Real estate professionals monitor the current real estate market and the vital signs that cause the market to fluctuate. They accumulate information on the properties that are currently on the market and on the properties that have sold or been withdrawn from the market. They also keep a close watch on the current interest rates. This information is complied, dissected, mixed with the individual’s personal experience and with the experiences of other agents and brokers in their offices and then the assembled data is disseminated to current and potential customers and clients.
There are numerous reasons that the markets fluctuate and one of the most constant factors in the housing market is the interest rate. Over the last several years many individuals have used creative forms of financing to allow them to procure properties that would not have been obtainable using conventional financing. As the interest rate moves up, these individuals begin to feel the pressure on their budgets. To maintain some sense of security they either obtain a fixed rate on their mortgage, or sell their property and move into something more affordable.
Since interest rates are one of the causes for the fluctuations in our market, I decided to take a look back over the last couple of decades at the historical data on 30 year fixed rate mortgages. HSH Associates Financial Publishers, www.hsh.com , has been compiling data on interest rates for many years.
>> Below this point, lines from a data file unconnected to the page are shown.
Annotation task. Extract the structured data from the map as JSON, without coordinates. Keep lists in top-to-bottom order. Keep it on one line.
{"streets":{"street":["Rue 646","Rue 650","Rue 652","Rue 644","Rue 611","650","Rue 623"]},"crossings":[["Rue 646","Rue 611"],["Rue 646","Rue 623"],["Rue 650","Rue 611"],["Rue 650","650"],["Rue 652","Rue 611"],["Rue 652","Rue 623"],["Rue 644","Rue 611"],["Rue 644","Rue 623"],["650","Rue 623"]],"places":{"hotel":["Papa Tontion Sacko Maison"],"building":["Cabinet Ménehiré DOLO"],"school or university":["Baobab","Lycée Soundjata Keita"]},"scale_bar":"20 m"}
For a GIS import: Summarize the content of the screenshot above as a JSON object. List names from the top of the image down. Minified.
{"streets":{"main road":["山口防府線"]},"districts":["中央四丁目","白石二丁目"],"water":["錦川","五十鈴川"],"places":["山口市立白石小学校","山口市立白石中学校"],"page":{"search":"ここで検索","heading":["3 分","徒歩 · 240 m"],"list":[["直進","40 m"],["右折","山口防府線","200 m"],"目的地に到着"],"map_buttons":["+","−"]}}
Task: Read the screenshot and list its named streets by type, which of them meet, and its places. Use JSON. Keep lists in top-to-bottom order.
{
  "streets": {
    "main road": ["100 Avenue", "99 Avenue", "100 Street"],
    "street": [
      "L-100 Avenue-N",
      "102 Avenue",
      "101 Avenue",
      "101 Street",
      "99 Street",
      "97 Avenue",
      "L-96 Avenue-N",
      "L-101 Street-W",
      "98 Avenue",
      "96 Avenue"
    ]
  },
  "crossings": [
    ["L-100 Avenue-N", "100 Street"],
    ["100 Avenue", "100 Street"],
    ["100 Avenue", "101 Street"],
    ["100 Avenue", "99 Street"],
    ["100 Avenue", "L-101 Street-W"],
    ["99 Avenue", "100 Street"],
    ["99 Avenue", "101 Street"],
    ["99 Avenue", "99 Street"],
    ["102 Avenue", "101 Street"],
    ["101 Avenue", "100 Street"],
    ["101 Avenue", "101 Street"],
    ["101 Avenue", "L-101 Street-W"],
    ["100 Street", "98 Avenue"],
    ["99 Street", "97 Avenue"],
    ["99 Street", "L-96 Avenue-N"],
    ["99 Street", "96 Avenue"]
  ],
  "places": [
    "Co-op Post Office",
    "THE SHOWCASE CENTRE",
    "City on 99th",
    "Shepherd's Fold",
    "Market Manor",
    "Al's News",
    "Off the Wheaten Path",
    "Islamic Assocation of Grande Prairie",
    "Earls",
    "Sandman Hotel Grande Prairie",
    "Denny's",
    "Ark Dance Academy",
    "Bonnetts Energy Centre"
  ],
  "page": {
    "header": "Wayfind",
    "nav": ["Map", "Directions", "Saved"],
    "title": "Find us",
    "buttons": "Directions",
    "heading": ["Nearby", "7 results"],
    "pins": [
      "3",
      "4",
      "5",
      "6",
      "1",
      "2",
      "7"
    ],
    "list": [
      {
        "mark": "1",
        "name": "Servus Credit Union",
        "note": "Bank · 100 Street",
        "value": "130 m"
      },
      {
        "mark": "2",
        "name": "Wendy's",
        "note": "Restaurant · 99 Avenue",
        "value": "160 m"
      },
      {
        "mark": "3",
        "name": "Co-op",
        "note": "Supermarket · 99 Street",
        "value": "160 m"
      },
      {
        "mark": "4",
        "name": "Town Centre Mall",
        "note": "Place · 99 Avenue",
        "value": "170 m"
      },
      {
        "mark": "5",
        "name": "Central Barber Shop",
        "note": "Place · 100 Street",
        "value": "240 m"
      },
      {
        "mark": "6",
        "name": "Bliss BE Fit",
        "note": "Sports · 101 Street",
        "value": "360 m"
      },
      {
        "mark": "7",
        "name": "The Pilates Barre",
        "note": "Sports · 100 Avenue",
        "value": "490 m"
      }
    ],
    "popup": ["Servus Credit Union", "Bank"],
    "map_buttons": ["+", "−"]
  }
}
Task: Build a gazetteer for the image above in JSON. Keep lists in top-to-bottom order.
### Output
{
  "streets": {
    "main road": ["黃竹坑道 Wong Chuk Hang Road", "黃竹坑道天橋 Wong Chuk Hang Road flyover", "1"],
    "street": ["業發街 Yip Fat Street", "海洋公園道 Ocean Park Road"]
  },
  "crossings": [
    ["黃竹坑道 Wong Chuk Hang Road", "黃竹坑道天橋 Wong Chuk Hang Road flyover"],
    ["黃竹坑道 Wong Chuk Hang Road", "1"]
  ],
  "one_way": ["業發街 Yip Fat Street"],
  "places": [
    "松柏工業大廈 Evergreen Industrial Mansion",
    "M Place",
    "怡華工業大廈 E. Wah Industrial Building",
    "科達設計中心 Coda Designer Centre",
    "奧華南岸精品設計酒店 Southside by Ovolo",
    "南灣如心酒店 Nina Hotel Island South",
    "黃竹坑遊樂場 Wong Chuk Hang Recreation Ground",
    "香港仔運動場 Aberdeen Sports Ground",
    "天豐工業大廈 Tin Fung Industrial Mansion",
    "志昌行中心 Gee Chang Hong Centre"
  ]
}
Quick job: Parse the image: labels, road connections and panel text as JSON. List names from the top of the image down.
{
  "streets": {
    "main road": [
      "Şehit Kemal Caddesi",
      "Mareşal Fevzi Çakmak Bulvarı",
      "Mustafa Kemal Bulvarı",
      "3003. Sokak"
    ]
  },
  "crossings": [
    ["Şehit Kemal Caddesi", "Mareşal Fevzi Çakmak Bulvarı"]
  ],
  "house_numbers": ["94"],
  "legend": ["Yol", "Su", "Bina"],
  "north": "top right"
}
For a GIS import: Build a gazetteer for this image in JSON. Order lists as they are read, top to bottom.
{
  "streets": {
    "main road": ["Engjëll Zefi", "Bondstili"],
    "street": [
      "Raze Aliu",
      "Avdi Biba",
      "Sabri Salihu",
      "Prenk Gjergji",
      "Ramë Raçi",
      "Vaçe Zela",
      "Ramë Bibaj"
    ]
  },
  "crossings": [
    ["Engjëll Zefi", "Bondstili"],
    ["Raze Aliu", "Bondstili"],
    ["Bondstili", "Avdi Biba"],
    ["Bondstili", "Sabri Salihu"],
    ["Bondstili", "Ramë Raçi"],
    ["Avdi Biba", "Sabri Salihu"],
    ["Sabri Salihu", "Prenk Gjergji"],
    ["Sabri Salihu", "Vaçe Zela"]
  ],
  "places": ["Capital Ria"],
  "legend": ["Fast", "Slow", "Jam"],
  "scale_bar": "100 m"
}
The following calculations were obtaining by compiling a blended average of the monthly interest rates on a national average for both conforming and jumbo mortgages from 1983 through May of 2007 using historical data published by HSH Associates.
Year Blended monthly average
1983 13.36
1984 13.75
1985 12.31
1986 10.23
1987 10.27
1988 10.44
1989 10.44
1990 10.19
1991 9.35
1992 8.50
1993 7.40
1994 8.49
1995 8.18
1996 8.02
1997 7.76
1998 7.06
1999 7.54
2000 8.21
2001 7.16
2002 6.65
2003 5.97
2004 5.96
2005 6.00
2006 6.53
2007 6.34
Average rate for the 1983 to 1989 11.54
Average rate for the 1990’s 8.24
Average rate for the 2000 to 2007 6.60
Taxes, insurance and PMI are not included in the following calculations.
Using the 1983 to 1989 average, the monthly payment on a $200,000 thirty year fixed rate mortgage would be $1986.69.
Using the 1990-1999 average, the monthly payment on a $200,000 thirty year fixed rate mortgage would be $1501.13.
Using the 2000-May of 2007 average, the monthly payment on a $200,000 thirty year fixed rate mortgage would be $1277.32.
The difference in financing a $200,000 home in 1980’s and the 2000’s is $709.37 a month.
After reviewing this data, it can be easily deduced that we are currently at or near the best period of time in the last couple of decades to invest in real estate using affordable interest rates.
As with most books, articles and stories, the author has a point or a moral that they are endeavoring to relay when they put their pen to paper. The moral to this story is: Do not procrastinate on buying a home, investing in property or on obtaining a fixed rate of finance by waiting on a minute reduction in the interest rate. As everyone knows, history tends to repeat itself and in this case, a repeat in history would cause you to pay a lot more for a future mortgage than the one that you can obtain today.